Mobile System Design Interviews
- What are we being asked to design?
- Who is the user, and how will they use our system?
- What’s the initial number of users? And the expected growth?
- Are we being given an initial design/wireframes, or should we produce them as well?
- Are we designing an MVP or final-product?
- Are we building this from scratch, or can we leverage any existing components? Any existing patterns/architecture we should follow?
- How big is the team who will implement and maintain our system?
- Are we expected to design just the mobile application or other parts of the overall system too (e.g. API)?
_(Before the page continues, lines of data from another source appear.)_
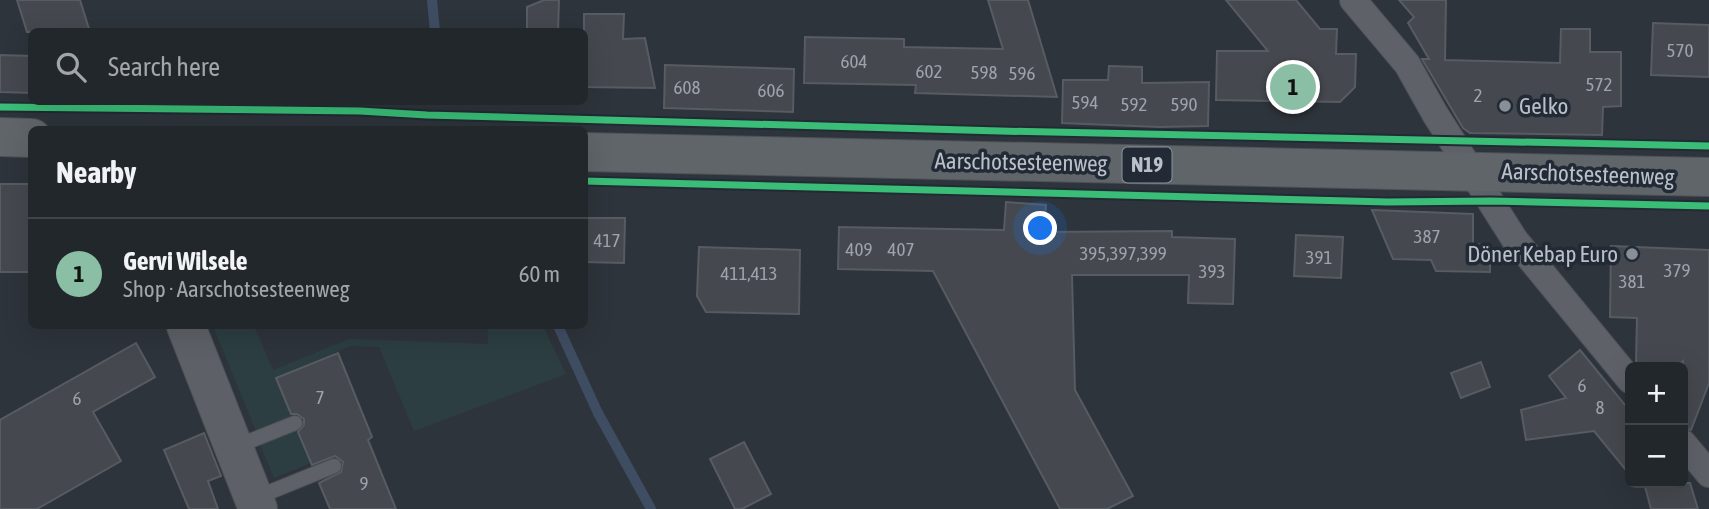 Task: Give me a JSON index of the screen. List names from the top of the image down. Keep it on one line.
{"streets":{"main road":["Aarschotsesteenweg","N19"]},"places":["Gelko","Döner Kebap Euro"],"house_numbers":["570","604","602","598","596","572","608","606","2","594","592","590","387","417","409","407","395,397,399","391","379","393","411,413","381","6","7","6","8","9"],"page":{"search":"Search here","pins":"1","heading":"Nearby","list":[{"mark":"1","name":"Gervi Wilsele","note":"Shop · Aarschotsesteenweg","value":"60 m"}],"map_buttons":["+","−"]}} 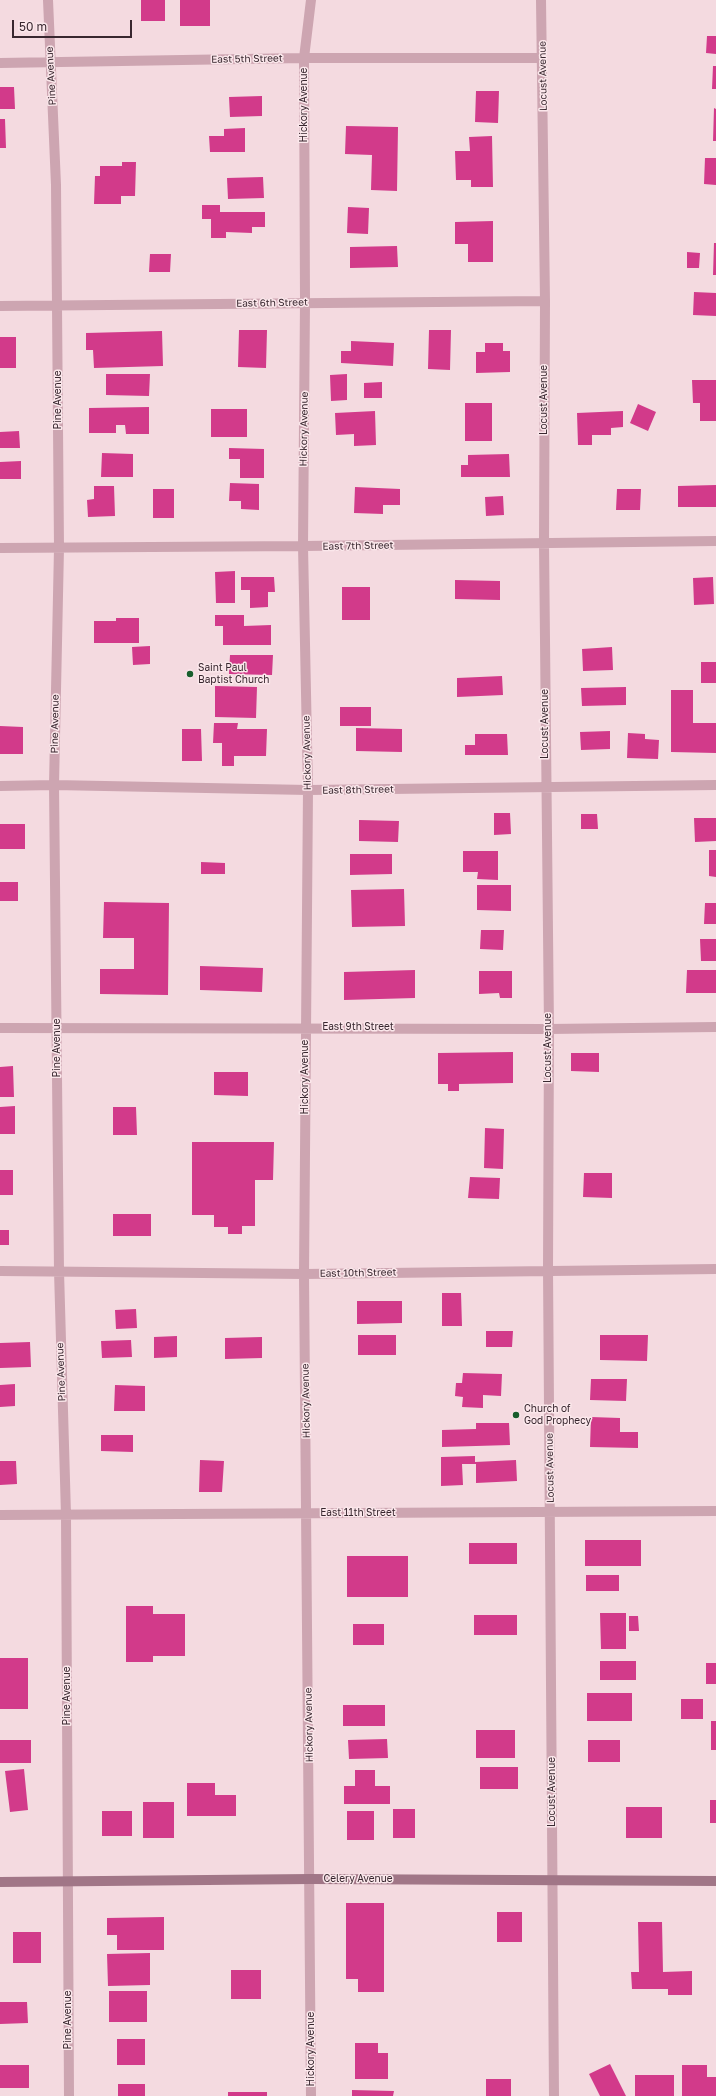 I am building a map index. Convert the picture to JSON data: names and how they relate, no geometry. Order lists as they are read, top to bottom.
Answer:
{
  "streets": {
    "main road": ["Celery Avenue"],
    "street": [
      "East 5th Street",
      "Pine Avenue",
      "Locust Avenue",
      "Hickory Avenue",
      "East 6th Street",
      "East 7th Street",
      "East 8th Street",
      "East 9th Street",
      "East 10th Street",
      "East 11th Street"
    ]
  },
  "crossings": [
    ["East 5th Street", "Pine Avenue"],
    ["East 5th Street", "Locust Avenue"],
    ["East 5th Street", "Hickory Avenue"],
    ["Pine Avenue", "East 6th Street"],
    ["Pine Avenue", "East 7th Street"],
    ["Pine Avenue", "East 8th Street"],
    ["Pine Avenue", "East 9th Street"],
    ["Pine Avenue", "East 10th Street"],
    ["Pine Avenue", "East 11th Street"],
    ["Pine Avenue", "Celery Avenue"],
    ["Locust Avenue", "East 6th Street"],
    ["Locust Avenue", "East 7th Street"],
    ["Locust Avenue", "East 8th Street"],
    ["Locust Avenue", "East 9th Street"],
    ["Locust Avenue", "East 10th Street"],
    ["Locust Avenue", "East 11th Street"],
    ["Locust Avenue", "Celery Avenue"],
    ["Hickory Avenue", "East 6th Street"],
    ["Hickory Avenue", "East 7th Street"],
    ["Hickory Avenue", "East 8th Street"],
    ["Hickory Avenue", "East 9th Street"],
    ["Hickory Avenue", "East 10th Street"],
    ["Hickory Avenue", "East 11th Street"],
    ["Hickory Avenue", "Celery Avenue"]
  ],
  "places": ["Saint Paul Baptist Church", "Church of God Prophecy"],
  "scale_bar": "50 m"
} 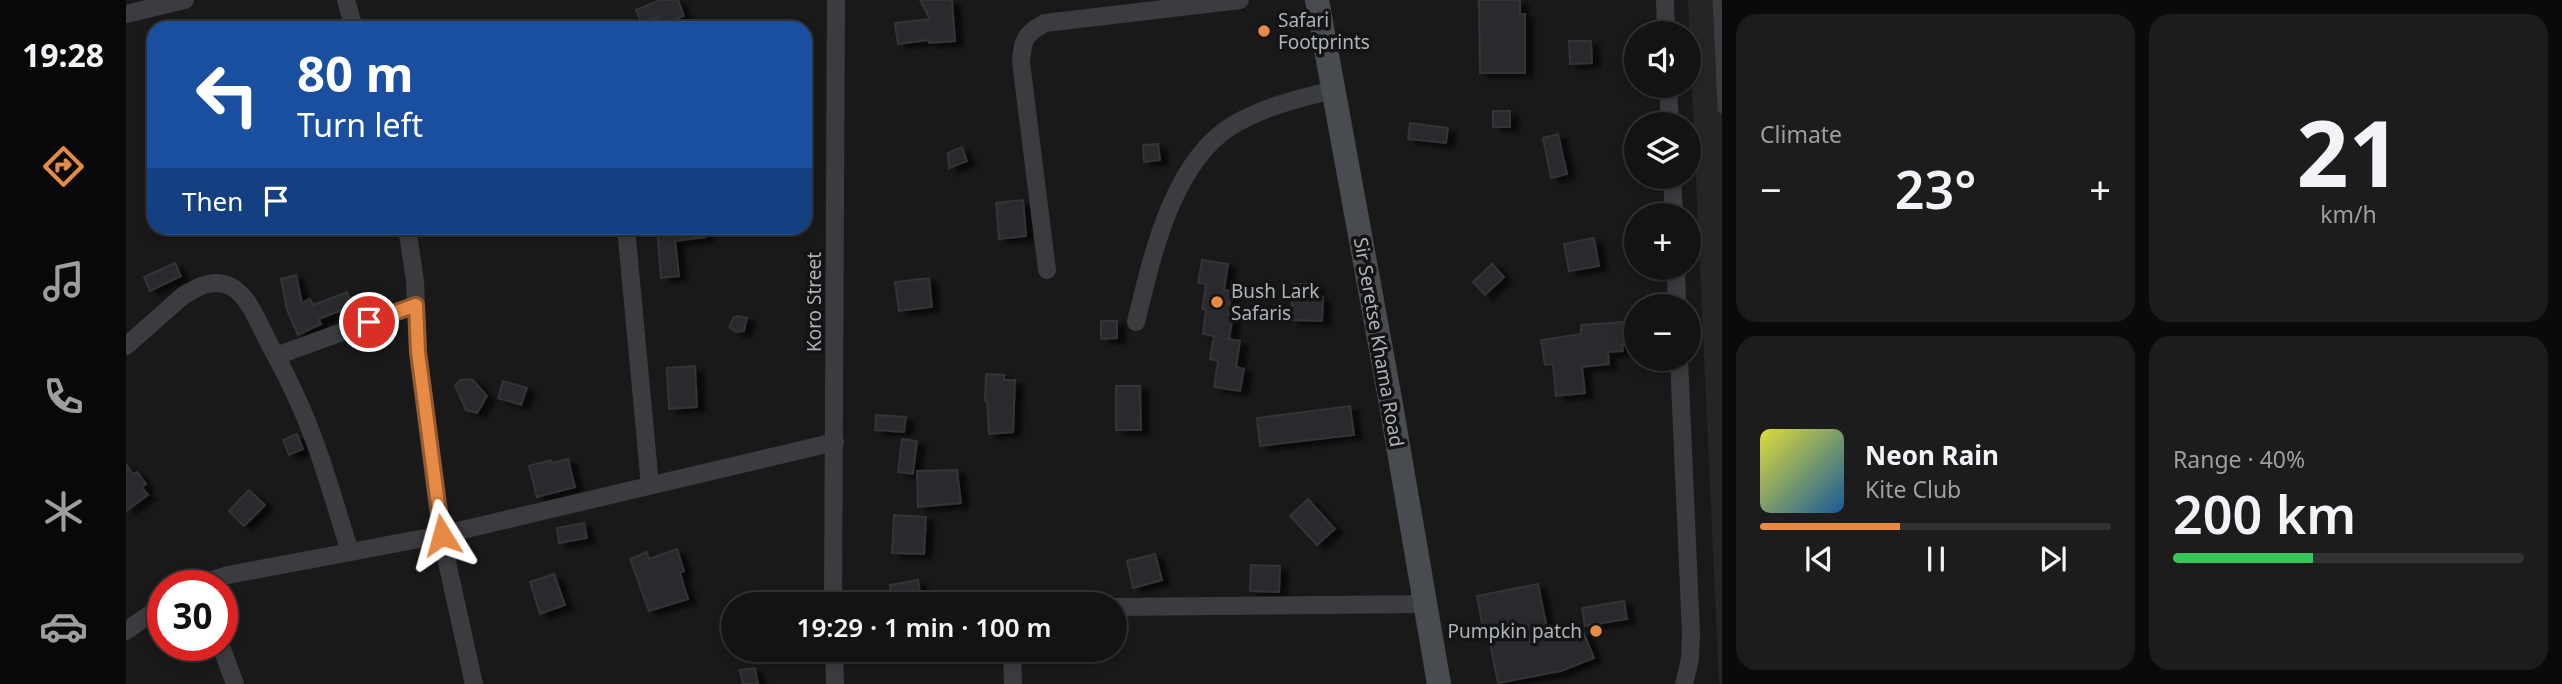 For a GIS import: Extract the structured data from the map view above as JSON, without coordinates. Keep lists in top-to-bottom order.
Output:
{
  "streets": {
    "main road": ["Sir Seretse Khama Road"],
    "street": ["Koro Street"]
  },
  "places": ["Safari Footprints", "Bush Lark Safaris", "Pumpkin patch"],
  "page": {
    "tabs": "19:28",
    "tile": [
      "Climate",
      ["21", "km/h"],
      ["Range · 40%", "200 km"]
    ],
    "map_buttons": ["+", "−"],
    "turn": ["80 m", "Turn left"],
    "heat": ["−", "23°", "+"],
    "then": "Then",
    "song": ["Neon Rain", "Kite Club"],
    "limit": "30",
    "trip": "19:29 · 1 min · 100 m"
  }
} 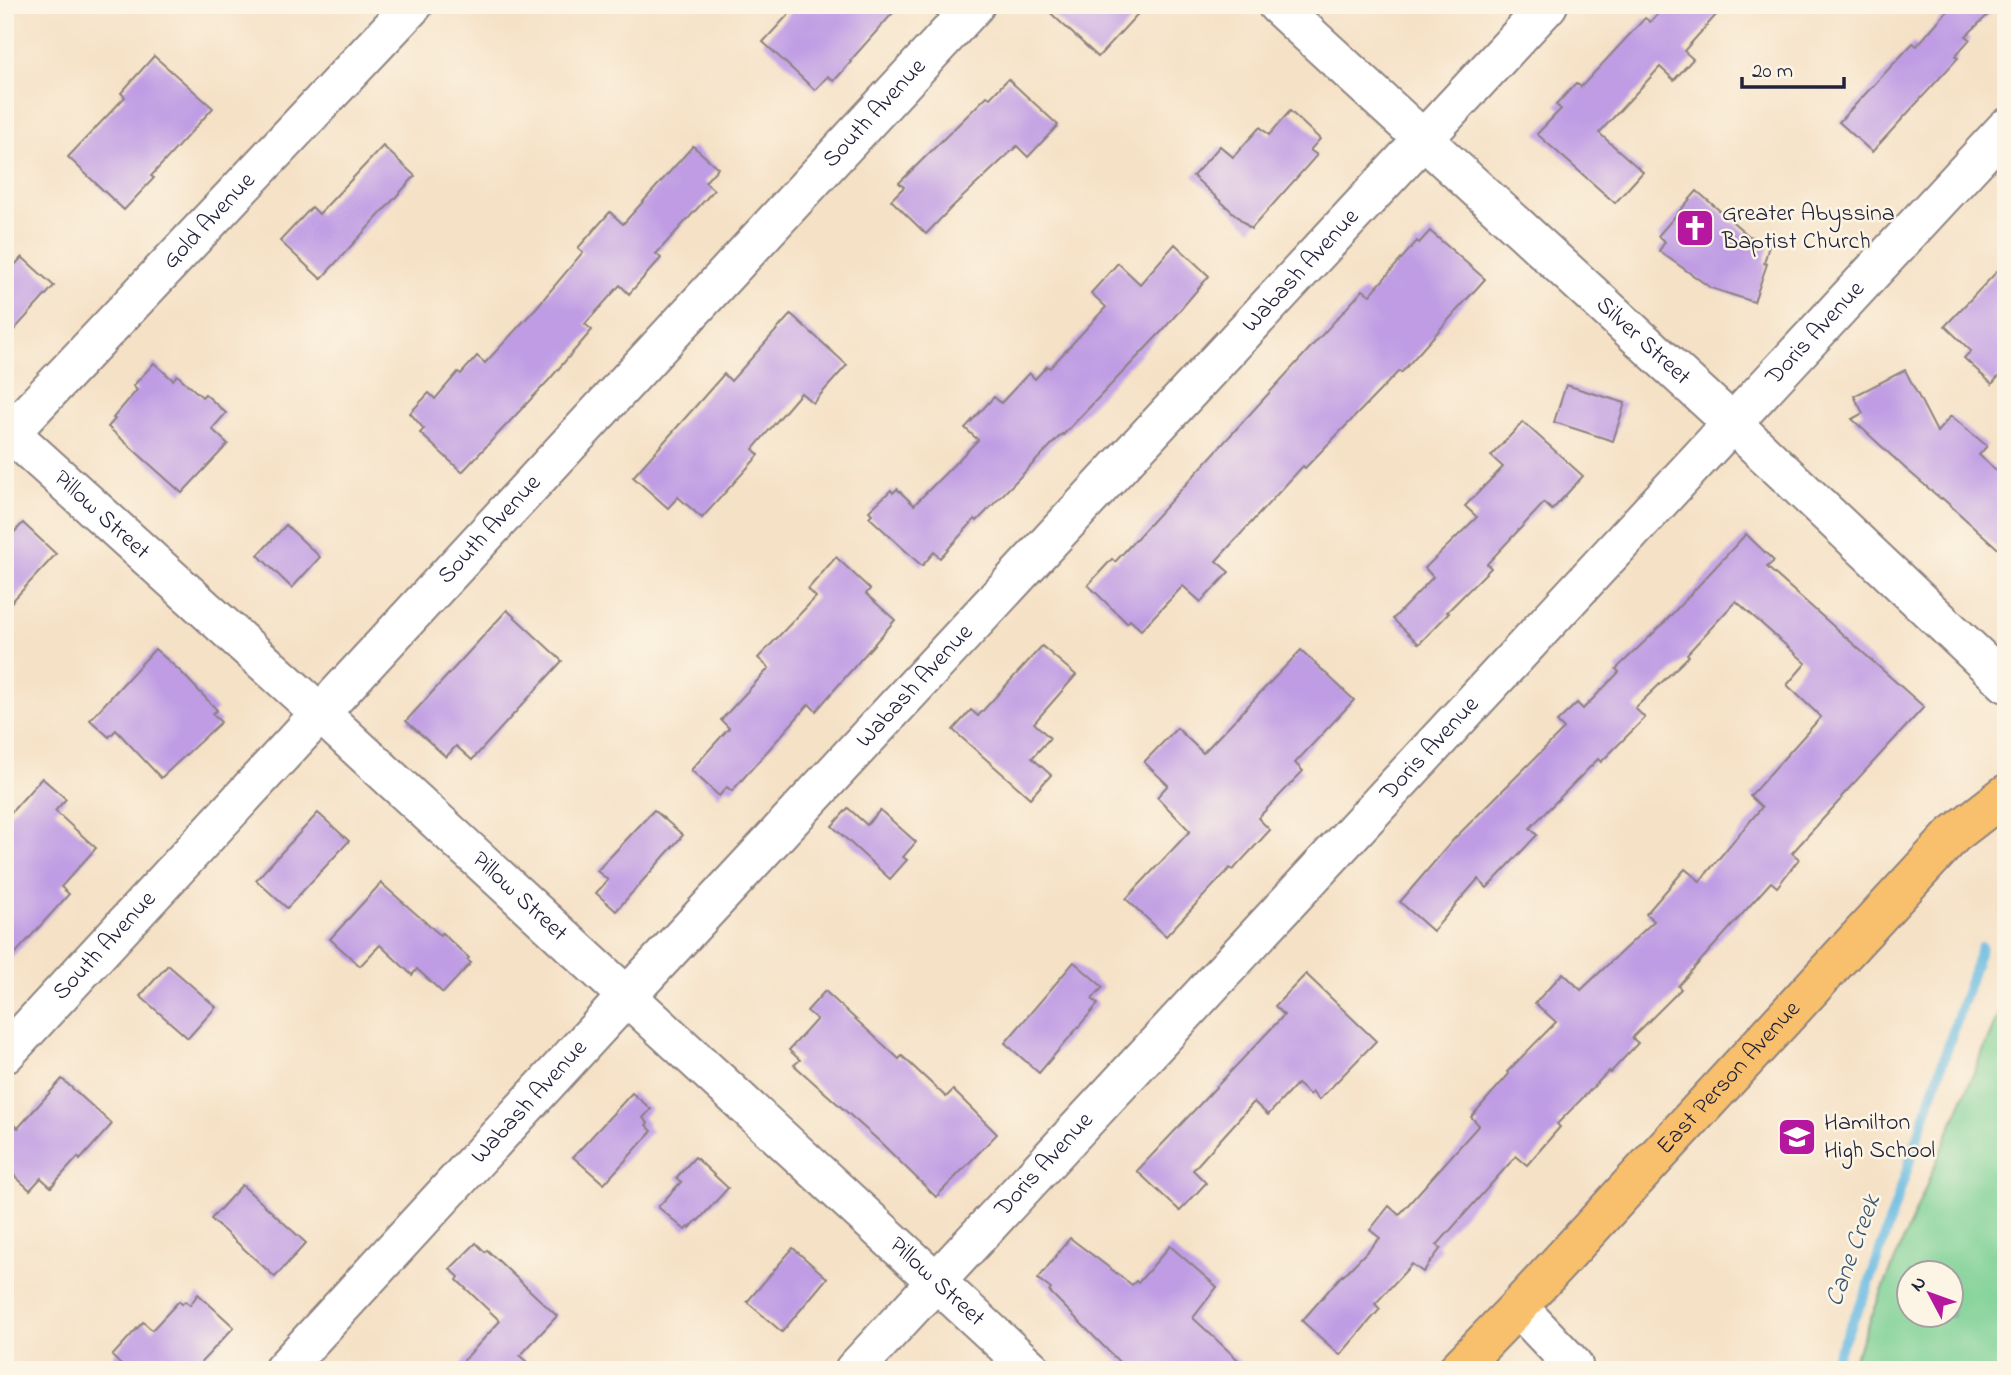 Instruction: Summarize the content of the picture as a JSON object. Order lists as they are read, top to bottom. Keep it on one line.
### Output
{"streets":{"main road":["East Person Avenue"],"street":["South Avenue","Gold Avenue","Wabash Avenue","Doris Avenue","Silver Street","Pillow Street"]},"crossings":[["South Avenue","Pillow Street"],["Gold Avenue","Pillow Street"],["Wabash Avenue","Silver Street"],["Wabash Avenue","Pillow Street"],["Doris Avenue","Silver Street"],["Doris Avenue","Pillow Street"]],"water":["Cane Creek"],"places":{"church":["Greater Abyssina Baptist Church"],"school or university":["Hamilton High School"]},"scale_bar":"20 m","north":"top left"} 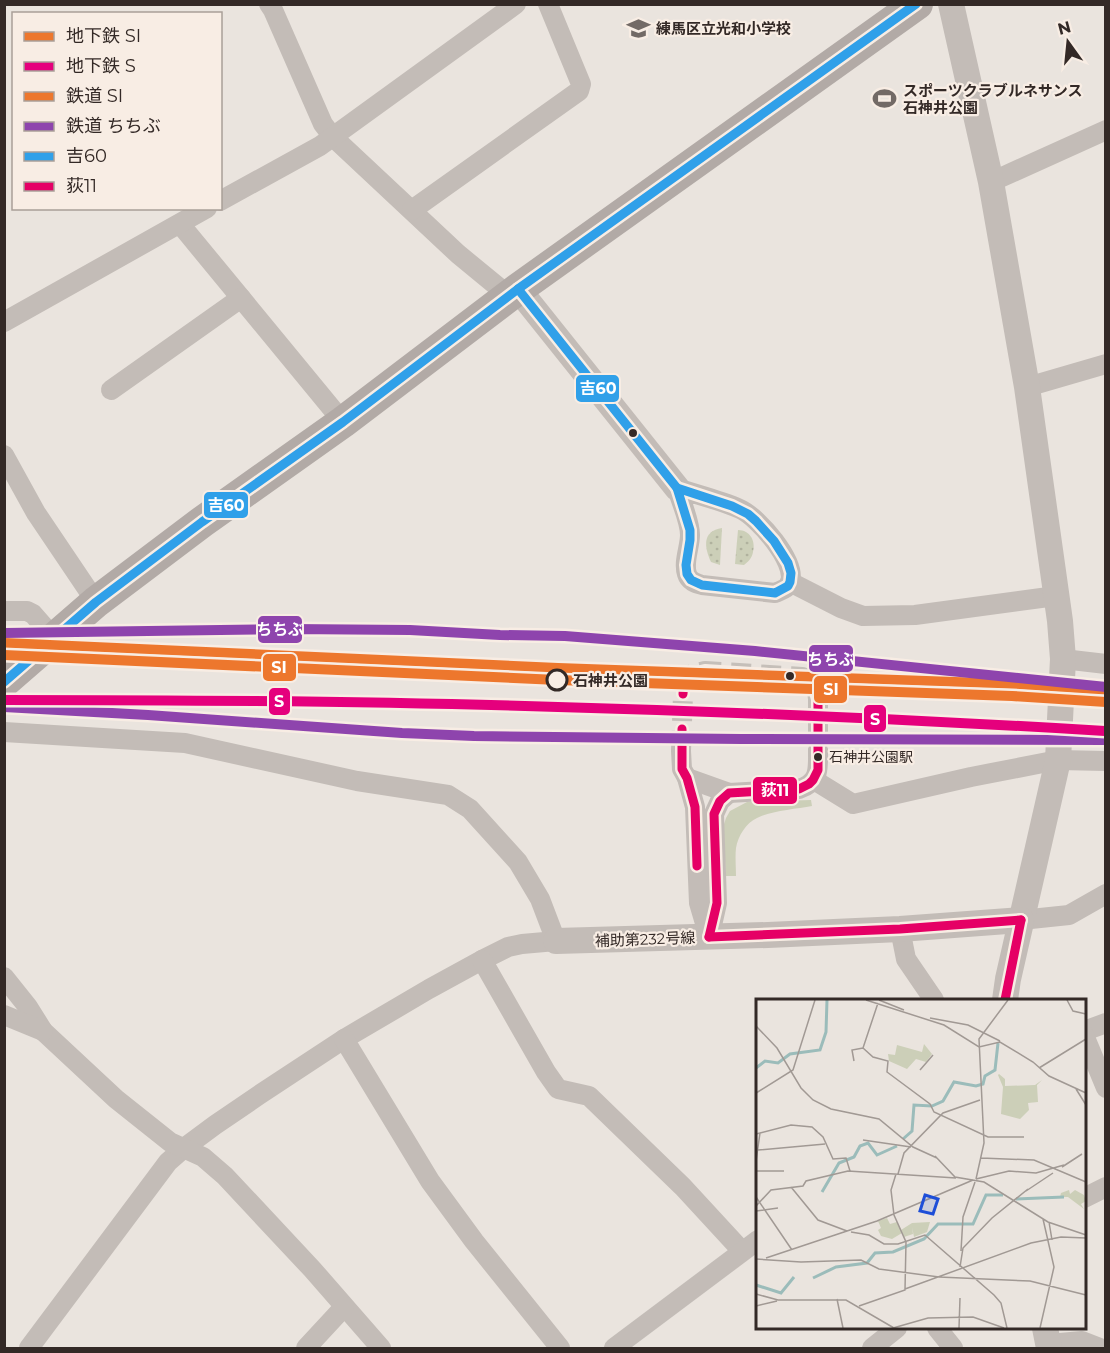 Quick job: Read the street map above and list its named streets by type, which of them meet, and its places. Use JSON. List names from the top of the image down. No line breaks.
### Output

- Is it iOS or Android only, or cross-platform? Shall we support smartphones, tablets, both?
Design Requirements
- Client-side only
- Client-side + API
- Client-side + API + Backend
Don’t forget to gather key functional, non-functional and out of scope requirements.
For example, in the case of Twitter:
- Functional
- Users should be able to scroll through an infinite list of tweets
- Users should be able to click on a tweet to see replies
- Users should be able to like a tweet
- Non-functional
- Offline support
- Real-time notifications
- Optimal bandwidth/CPU usages
- Out of Scope
- Login/Authentication
- Sending Tweets
- Followers/Retweets
Identify Technical Requirements
- How many users to we expect?
- How big is the engineering team?
Networking
- REST API? How is it provided and what does it look like?
- Any live updates? Websockets, polling, push notifications - tradeoffs
Security
- Authentication - how will your design verify who the user of your app is?
- Storing sensitive data - will you save credentials? Access tokens? Refresh tokens? PII? Keychain/KeyStore
- Secure communications - cert pinning, TLS
Availability
- Will the app support offline mode? If so, what solution will you use? How will you handle going online again?
- Caching for images or other media - what’s the cleanup policy (LRU)
Scalability
How will you build an app that can be worked on by dozens of engineers?
- Modularisation for features
- Breaking UI into standard components/design systems
Performance
- Any UI-heavy operations such as animations? How do you ensure no jank?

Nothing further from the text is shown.